FTC Endorsement Guides Updates: Stricter Rules for Social Media Influencers

In the ever-evolving landscape of digital marketing, maintaining transparency and trust between consumers and influencers has never been more important. Recognizing this, the Federal Trade Commission (FTC) regularly revises its guidelines to ensure endorsement practices remain fair, honest, and transparent. On June 29th, the FTC introduced several updates to its endorsement guides, providing clearer guidelines for marketers and influencers that may lead to a major strategic shift in social media marketing.

Firstly, the FTC addressed disclosure practices on social media platforms. The newest update requires influencers to disclose their material connections more prominently and unambiguously. The use of hashtags like #ad, #sponsored, or #paidpartnership is no longer considered sufficient. The FTC suggests that influencers superimpose much larger text over their videos to clearly indicate when a post is sponsored. Merely tagging a brand in a post is not enough, as the FTC emphasizes that it could be interpreted as the influencer simply liking the brand.

Furthermore, the FTC clarified that if an influencer criticizes a competing brand, they must disclose any brand partnerships they have when making critical posts. This aims to promote fairness in the marketplace.

In the case of influencers who are contracted to promote a product but do not explicitly say anything positive about it, they still need to disclose their partnership. The FTC states that a mere post of a product can imply endorsement, necessitating disclosure.

When an influencer uses or reviews multiple products from different brands, they must disclose which products are sponsored and which are not. A blanket statement such as “a few of these products are sponsored” is insufficient according to the FTC.

The FTC also declared that hyperlinks leading to full-length disclosures are inadequate, as they can be easily avoided. Disclosures in comment sections or at the bottom of blog posts or advertorials are not sufficient either. The FTC requires clear and conspicuous disclosures.

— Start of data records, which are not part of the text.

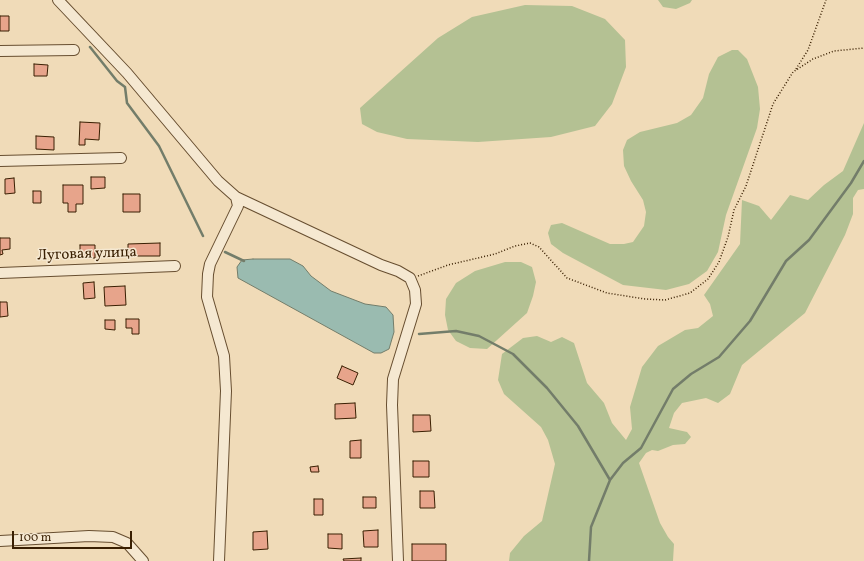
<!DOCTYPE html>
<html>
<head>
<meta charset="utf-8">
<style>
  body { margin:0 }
  #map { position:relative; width:864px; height:561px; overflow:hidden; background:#f0dbb8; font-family:Vollkorn,serif }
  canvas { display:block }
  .scale { position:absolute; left:12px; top:531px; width:120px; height:18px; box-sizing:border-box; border:2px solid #391f02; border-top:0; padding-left:5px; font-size:12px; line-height:14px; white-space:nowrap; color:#391f02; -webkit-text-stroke:3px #f5e8d1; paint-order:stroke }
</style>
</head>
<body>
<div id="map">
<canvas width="864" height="561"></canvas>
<div class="scale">100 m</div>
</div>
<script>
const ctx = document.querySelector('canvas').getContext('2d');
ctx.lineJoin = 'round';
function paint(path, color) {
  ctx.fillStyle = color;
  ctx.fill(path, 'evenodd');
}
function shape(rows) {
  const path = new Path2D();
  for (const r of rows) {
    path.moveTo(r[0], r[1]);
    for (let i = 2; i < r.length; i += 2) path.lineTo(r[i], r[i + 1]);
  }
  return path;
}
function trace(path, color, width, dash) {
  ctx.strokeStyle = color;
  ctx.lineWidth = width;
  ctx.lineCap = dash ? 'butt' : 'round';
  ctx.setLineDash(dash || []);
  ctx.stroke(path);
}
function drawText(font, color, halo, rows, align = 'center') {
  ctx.font = font + ' Vollkorn,serif';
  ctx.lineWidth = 3;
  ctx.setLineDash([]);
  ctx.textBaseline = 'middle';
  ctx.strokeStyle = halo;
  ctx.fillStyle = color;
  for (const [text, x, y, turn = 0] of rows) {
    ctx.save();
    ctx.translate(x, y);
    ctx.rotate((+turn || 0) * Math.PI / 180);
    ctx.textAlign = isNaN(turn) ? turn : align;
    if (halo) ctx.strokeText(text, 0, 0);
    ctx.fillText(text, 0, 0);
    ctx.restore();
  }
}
paint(shape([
  [658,0,692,0,690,3,676,9,663,7],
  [525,5,572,6,605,19,625,40,626,67,612,104,595,126,551,137,478,142,407,139,377,132,362,124,360,108,438,38,472,17],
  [732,50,738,50,747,59,758,87,760,109,757,128,726,215,718,252,707,271,689,284,666,290,623,285,563,253,551,244,548,233,551,225,562,223,610,244,624,244,633,242,644,226,646,212,643,200,631,181,624,166,623,150,627,140,640,132,677,123,691,115,703,98,709,74,718,57],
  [864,123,864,189,858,190,853,198,853,214,845,235,805,313,742,365,730,394,718,403,706,398,682,403,674,413,669,428,687,432,691,437,685,444,673,445,658,451,652,450,646,453,639,463,660,523,668,537,674,544,673,561,509,561,510,553,524,536,542,521,555,464,548,440,541,427,504,394,498,380,502,354,523,338,537,336,551,342,562,337,574,343,587,383,604,403,612,423,626,440,632,429,630,407,642,367,658,346,685,330,698,328,713,316,710,304,704,295,740,244,742,200,759,206,771,220,790,195,808,200,824,185,843,171],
  [505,262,521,262,532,267,536,282,533,296,527,313,487,349,470,348,456,341,448,330,445,315,446,299,456,283,475,271]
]), '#b4c193');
const water = shape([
  [253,259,290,259,303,266,311,276,331,291,365,304,386,307,393,315,394,332,389,349,381,353,374,353,238,278,237,267,242,260,253,259]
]);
paint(water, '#9abbb0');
trace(water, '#737d6a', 1);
trace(shape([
  [90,47,117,81,125,87,127,103,159,146,203,236],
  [225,252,244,261],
  [419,334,456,331,479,336,513,354,547,388,578,426,610,480],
  [589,561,591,527,610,480,623,463,641,448,673,389,691,374,719,357,750,321,786,261,809,240,851,183,864,161]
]), '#737d6a', 2.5);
const building = shape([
  [0,16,9,16,9,31,0,31,0,16],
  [34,64,48,65,47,76,34,76,34,64],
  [80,122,100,123,99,140,85,139,85,145,79,145,80,122],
  [36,136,54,137,54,150,36,149,36,136],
  [91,177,105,177,105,188,91,189,91,177],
  [14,178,15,193,5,194,5,179,14,178],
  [63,185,83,185,83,204,76,204,76,212,68,212,68,203,63,203,63,185],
  [33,191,41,191,41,203,33,203,33,191],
  [123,194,140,194,140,212,123,212,123,194],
  [0,238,10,238,10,249,2,250,3,254,0,255,0,238],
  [160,243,160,256,128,256,128,244,160,243],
  [80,245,95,245,95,258,80,258,80,245],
  [94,282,95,298,84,299,83,283,94,282],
  [125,286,126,305,105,306,104,287,125,286],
  [0,302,7,302,8,316,0,317,0,302],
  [126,319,139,319,139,334,132,334,132,328,126,328,126,319],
  [105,320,115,320,115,330,105,329,105,320],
  [342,366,358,373,353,385,337,378,342,366],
  [355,403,356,418,335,419,335,404,355,403],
  [413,415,430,415,431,431,413,432,413,415],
  [361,440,361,458,350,458,350,441,361,440],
  [413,461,429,461,429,477,413,477,413,461],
  [318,466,319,472,311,472,310,467,318,466],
  [420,491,434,491,435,508,420,508,420,491],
  [363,497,376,497,376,508,363,508,363,497],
  [314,499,323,499,323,515,314,515,314,499],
  [378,530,378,547,364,547,363,531,378,530],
  [267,531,268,549,253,550,253,532,267,531],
  [328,534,342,534,342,549,328,548,328,534],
  [412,544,446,544,446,561,412,561,412,544],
  [361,558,361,561,344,561,343,559,361,558]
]);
paint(building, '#e7a48b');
trace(building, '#391f02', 1);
const minor = shape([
  [58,0,127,73,218,181,236,197,238,206,210,264,208,274,207,297,224,356,226,391,219,561],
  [0,51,74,50],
  [0,161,121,158],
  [236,197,381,265,398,271,410,278,415,290,416,304,393,379,392,405,398,561],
  [0,273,175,266],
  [0,541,89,536,113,537,127,543,143,561]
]);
trace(minor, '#674e30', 12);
trace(shape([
  [796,69,808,50,826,0],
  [418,276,448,265,495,254,515,246,530,243,539,247,567,278,607,293,645,299,665,300,690,293,708,279,719,262,728,237,734,210,746,186,773,104,793,72,813,59,834,51,864,48]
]), '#391f02', 1.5, [1, 2]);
trace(minor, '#f5e8d1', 10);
drawText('15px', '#391f02', '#f5e8d1', [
  ["Луговая улица",87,255,-2]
]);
</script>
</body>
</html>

Avoiding writing a disclosure by using terms like “thank you brand” or “gifted” is also deemed inadequate. Instead, influencers should clearly state their partnership, such as saying “thanks brand X for gifting me Y product.”

Companies themselves are subject to the updates as well. For example, they may not send review links selectively to satisfied customers or request the removal of negative reviews. Such actions skew the favorability of reviews and are considered misleading by the FTC.

Finally, companies must ensure that influencers disclose any gifts received and provide guidance on how to disclose the partnership, including tagging the brand in a post.

It’s important to note that foreign businesses creating content to be seen in the U.S. must also comply with these updates if it is reasonably foreseeable that the content will reach the U.S. audience.

These updates were made with the best interests of consumers in mind, aiming to enhance transparency, clarity, and fairness in digital marketing. While there may be pushback from companies, specific brands, and influencers, the FTC believes that these changes will have a positive impact on consumers and their buying habits.